La Mongolie est une bête sauvage et sans joie où la pierre est une bête malfaisante, ou l’eau est une bête malfaisante, où le papillon même cherche à mordre...

On ne connaît rien du cœur du Mongol. Il porte des habits de peau, il ressemble aux Chinois, il niche loin des Russes, le plus loin possible, par delà le désert de Nord-Koï ; il semble même tenir à s’écarter davantage, par delà la Chine et l’Inde, vers le bleu des terres inconnues.

Cependant, ici, près des Russes, des Kirguises campent, des Kirguises de l’Irtych qui ont fui la guerre jusqu’en ces régions de la Mongolie ; ceux-là on les connaît ; on connaît leur cœur de mica, leur cœur à fleur de peau, leur cœur de propres à rien... Ils sont venus sans se presser en poussant devant eux leurs bestiaux, leurs enfants, leurs malades...

Quant aux Russes, ils ont été poursuivis jusque-là sans miséricorde. Moujiks de solide santé, ils ont abandonné sur les montagnes pierreuses leurs affaiblis et leurs inutiles, les uns morts, les autres tués. Leurs familles, leurs troupeaux, leurs biens sont tombés entre les mains des Blancs.

Étendus sous la tente, les moujiks pensent, hargneux comme des loups, à leur steppe et à leur Irtych.

Ils sont une cinquantaine sous les ordres du camarade Serge Selivanov ; leur contingent porte même son nom : Contingent de partisans de l’armée rouge du camarade Selivanov.

Ils s’ennuient.

Tant qu’on les a poursuivis à travers les montagnes blanches, ils ont tressailli devant l’énormité des roches, mais arrivés dans la steppe, le mal du pays les tient. La steppe est semblable à celle de l’Irtych, du sable, des herbes dures, un ciel de fer battu... Mais rien n’y est familier, rien n’y est à soi ; aucun labour ; partout l’étendue sauvage...

De plus, la vie leur est pénible sans leurs femmes...

On parle d’elles pendant la nuit, grossièrement, avec des mots crus, et quand on n’en peut plus, on monte à cheval et on court dans la steppe, après les femmes kirguises.

À la vue des Russes, d’ailleurs, elles s’étendent humblement sur le dos...

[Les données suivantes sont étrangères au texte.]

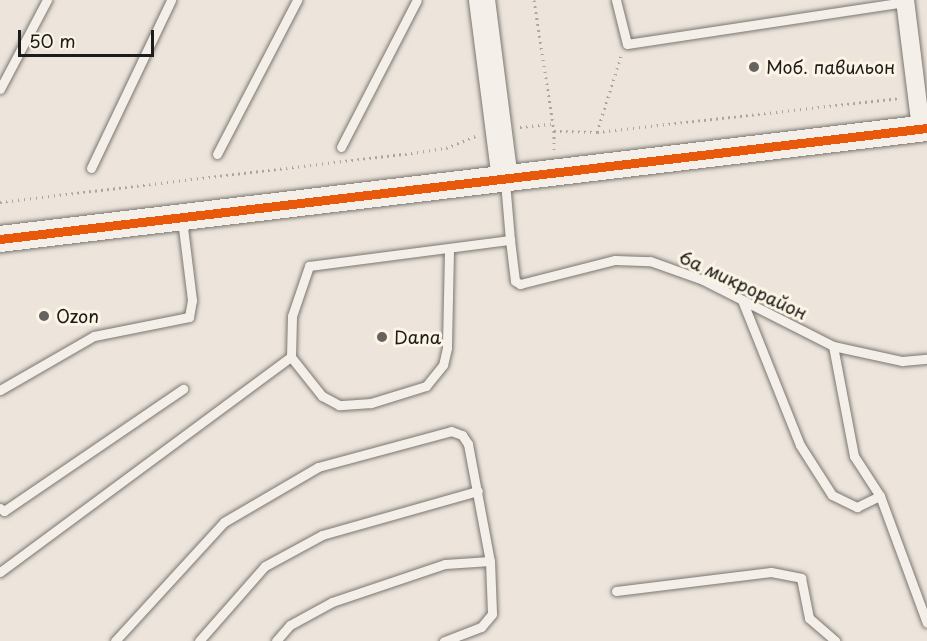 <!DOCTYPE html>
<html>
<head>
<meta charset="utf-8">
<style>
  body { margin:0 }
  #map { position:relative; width:927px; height:641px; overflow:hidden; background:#ede5db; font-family:"Playpen Sans",sans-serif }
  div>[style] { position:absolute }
  .path>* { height:3px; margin-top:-1.5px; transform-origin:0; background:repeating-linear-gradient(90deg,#aaa7a3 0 1.5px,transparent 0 6px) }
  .roads { filter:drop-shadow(0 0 2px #7a7672) drop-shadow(0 0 2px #7a7672) }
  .lane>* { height:9px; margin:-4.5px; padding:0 4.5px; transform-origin:4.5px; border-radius:4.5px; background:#f4f0e9 }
  .street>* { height:18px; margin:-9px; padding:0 9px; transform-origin:9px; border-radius:9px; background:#f4f0e9 }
  .secondary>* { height:26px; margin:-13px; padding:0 13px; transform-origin:13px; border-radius:13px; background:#f4f0e9 }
  .cycleway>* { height:9px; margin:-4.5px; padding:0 4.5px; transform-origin:4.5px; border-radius:4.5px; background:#e8590c }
  .dots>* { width:16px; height:16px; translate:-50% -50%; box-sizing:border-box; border:3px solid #fcf5e5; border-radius:50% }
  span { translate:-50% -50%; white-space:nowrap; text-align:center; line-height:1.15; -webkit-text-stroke:6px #fcf5e5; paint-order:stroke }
  .poi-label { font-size:18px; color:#1c1c1c }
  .left { translate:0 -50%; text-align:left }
  .street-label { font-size:18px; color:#1c1c1c }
  .scale { position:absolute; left:18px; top:30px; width:136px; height:27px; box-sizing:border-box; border:3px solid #1c1c1c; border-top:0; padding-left:8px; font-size:18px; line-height:21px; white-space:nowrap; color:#1c1c1c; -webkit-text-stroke:4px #fcf5e5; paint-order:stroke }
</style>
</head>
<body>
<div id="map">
  <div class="path">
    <i style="left:534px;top:0;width:133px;rotate:81.3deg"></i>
    <i style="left:554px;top:131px;width:43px;rotate:1.3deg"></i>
    <i style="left:597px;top:132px;width:305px;rotate:-6.4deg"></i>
    <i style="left:520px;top:127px;width:31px;rotate:-6deg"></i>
    <i style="left:597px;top:132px;width:80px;rotate:-72.5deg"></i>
    <i style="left:554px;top:150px;width:19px;rotate:-90deg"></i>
    <i style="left:0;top:202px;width:408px;rotate:-6.8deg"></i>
    <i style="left:405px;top:154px;width:41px;rotate:-8.3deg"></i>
    <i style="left:446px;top:148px;width:35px;rotate:-22deg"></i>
  </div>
  <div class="roads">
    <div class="lane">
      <i style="left:616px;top:0;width:45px;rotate:76deg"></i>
      <i style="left:627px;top:44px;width:281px;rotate:-8.6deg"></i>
      <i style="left:0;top:89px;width:101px;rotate:-62.2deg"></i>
      <i style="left:341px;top:147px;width:165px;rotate:-62.7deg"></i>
      <i style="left:217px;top:154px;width:174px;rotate:-62.5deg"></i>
      <i style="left:91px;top:168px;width:186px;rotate:-64.5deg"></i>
      <i style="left:510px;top:240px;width:41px;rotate:83deg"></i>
      <i style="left:515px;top:281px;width:6px;rotate:31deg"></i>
      <i style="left:520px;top:284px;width:98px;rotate:-14.2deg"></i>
      <i style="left:615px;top:260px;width:35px;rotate:2deg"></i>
      <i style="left:650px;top:261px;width:56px;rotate:19.7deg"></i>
      <i style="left:703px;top:280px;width:146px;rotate:26.9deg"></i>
      <i style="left:833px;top:346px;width:71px;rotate:12.3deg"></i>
      <i style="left:902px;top:361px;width:25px;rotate:-5deg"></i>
      <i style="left:449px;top:250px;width:98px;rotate:91.2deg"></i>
      <i style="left:447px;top:348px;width:17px;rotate:103deg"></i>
      <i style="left:443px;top:365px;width:27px;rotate:129deg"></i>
      <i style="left:426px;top:386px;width:58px;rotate:162.8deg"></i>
      <i style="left:371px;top:403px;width:32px;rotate:176deg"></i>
      <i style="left:339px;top:405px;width:19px;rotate:-152deg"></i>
      <i style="left:322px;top:396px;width:50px;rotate:-128.5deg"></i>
      <i style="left:291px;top:357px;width:41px;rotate:-88.6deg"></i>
      <i style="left:292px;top:316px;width:53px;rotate:-71.2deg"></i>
      <i style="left:309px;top:266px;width:203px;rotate:-7.4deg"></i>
      <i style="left:510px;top:240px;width:58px;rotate:-94.9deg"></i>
      <i style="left:742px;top:300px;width:156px;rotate:68.2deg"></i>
      <i style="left:800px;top:445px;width:59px;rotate:57.4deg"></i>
      <i style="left:832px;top:495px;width:28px;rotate:26deg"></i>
      <i style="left:857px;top:507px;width:25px;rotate:-26deg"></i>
      <i style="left:833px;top:346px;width:112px;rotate:79.2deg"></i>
      <i style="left:854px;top:456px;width:48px;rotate:57deg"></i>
      <i style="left:880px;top:496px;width:135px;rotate:69.7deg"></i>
      <i style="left:0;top:390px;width:108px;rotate:-29.9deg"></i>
      <i style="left:94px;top:336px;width:97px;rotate:-11.3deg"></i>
      <i style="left:189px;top:317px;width:17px;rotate:-80deg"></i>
      <i style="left:192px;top:300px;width:81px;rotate:-97.1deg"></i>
      <i style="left:0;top:508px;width:5px;rotate:37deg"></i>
      <i style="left:4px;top:511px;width:217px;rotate:-34.3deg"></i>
      <i style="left:0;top:572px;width:362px;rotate:-36.5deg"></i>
      <i style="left:616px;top:591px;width:156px;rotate:-7deg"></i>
      <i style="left:771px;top:572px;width:31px;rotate:11deg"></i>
      <i style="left:801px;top:578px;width:41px;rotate:78.7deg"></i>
      <i style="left:809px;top:618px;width:35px;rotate:41deg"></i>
      <i style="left:115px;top:641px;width:161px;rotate:-47.5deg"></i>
      <i style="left:224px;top:522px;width:109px;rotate:-30.3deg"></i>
      <i style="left:318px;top:467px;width:138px;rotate:-15.1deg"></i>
      <i style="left:451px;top:431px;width:12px;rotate:20deg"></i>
      <i style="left:462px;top:435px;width:11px;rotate:56deg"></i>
      <i style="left:468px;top:444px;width:119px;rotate:79.4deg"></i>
      <i style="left:490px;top:561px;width:53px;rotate:87.8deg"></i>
      <i style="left:492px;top:614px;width:17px;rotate:130deg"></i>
      <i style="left:481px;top:627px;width:40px;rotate:159deg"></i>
      <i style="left:199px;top:641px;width:100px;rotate:-48.7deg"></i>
      <i style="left:265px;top:566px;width:65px;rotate:-28.5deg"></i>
      <i style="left:322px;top:535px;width:162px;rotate:-15.8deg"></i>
      <i style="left:276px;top:641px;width:21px;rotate:-49deg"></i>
      <i style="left:290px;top:625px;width:48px;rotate:-28.7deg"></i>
      <i style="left:332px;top:602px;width:119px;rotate:-18.6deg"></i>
      <i style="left:445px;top:564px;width:45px;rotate:-3.8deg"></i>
    </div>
    <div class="street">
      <i style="left:905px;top:0;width:130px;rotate:82.9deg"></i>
    </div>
    <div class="secondary">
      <i style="left:482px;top:0;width:181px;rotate:82.7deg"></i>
      <i style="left:0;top:239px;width:934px;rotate:-6.83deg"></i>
    </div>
  </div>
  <div class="cycleway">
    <i style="left:0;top:239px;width:934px;rotate:-6.83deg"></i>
  </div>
  <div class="dots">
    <i style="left:754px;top:67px;background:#65625f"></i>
    <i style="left:44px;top:316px;background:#65625f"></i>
    <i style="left:382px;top:337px;background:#65625f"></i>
  </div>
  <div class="poi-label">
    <span class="left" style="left:766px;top:67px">Моб. павильон</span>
    <span class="left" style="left:56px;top:316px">Ozon</span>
    <span class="left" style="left:394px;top:337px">Dana</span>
  </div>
  <div class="street-label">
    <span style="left:743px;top:285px;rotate:25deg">6а микрорайон</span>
  </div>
  <div class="scale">50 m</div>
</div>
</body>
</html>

Et ce n’est pas appétissant, c’est répugnant de les prendre ainsi, immobiles, les yeux obstinément clos, comme si le péché se commettait avec une bête...

Quant à leurs hommes, ils redoutent tellement les moujiks qu’ils errent au loin dans la steppe. S’ils aperçoivent un Russe, ils braquent leurs fusils, ou bien bandent leurs arcs ; mais ils ne tirent jamais ; peut-être ne savent-ils pas tirer...

 

*

 

Athanase Petrovitch Troubachef, trésorier du contingent, était aussi pleurard qu’un poupon ; il en avait même le petit visage imberbe, édenté et rose. Cependant ses longues jambes bien arquées tenaient du chameau.

Pour sembler menaçant, il devait être à cheval ; une fois en selle, il perdait son visage enfantin, et devenait un homme grisonnant, irascible, effrayant.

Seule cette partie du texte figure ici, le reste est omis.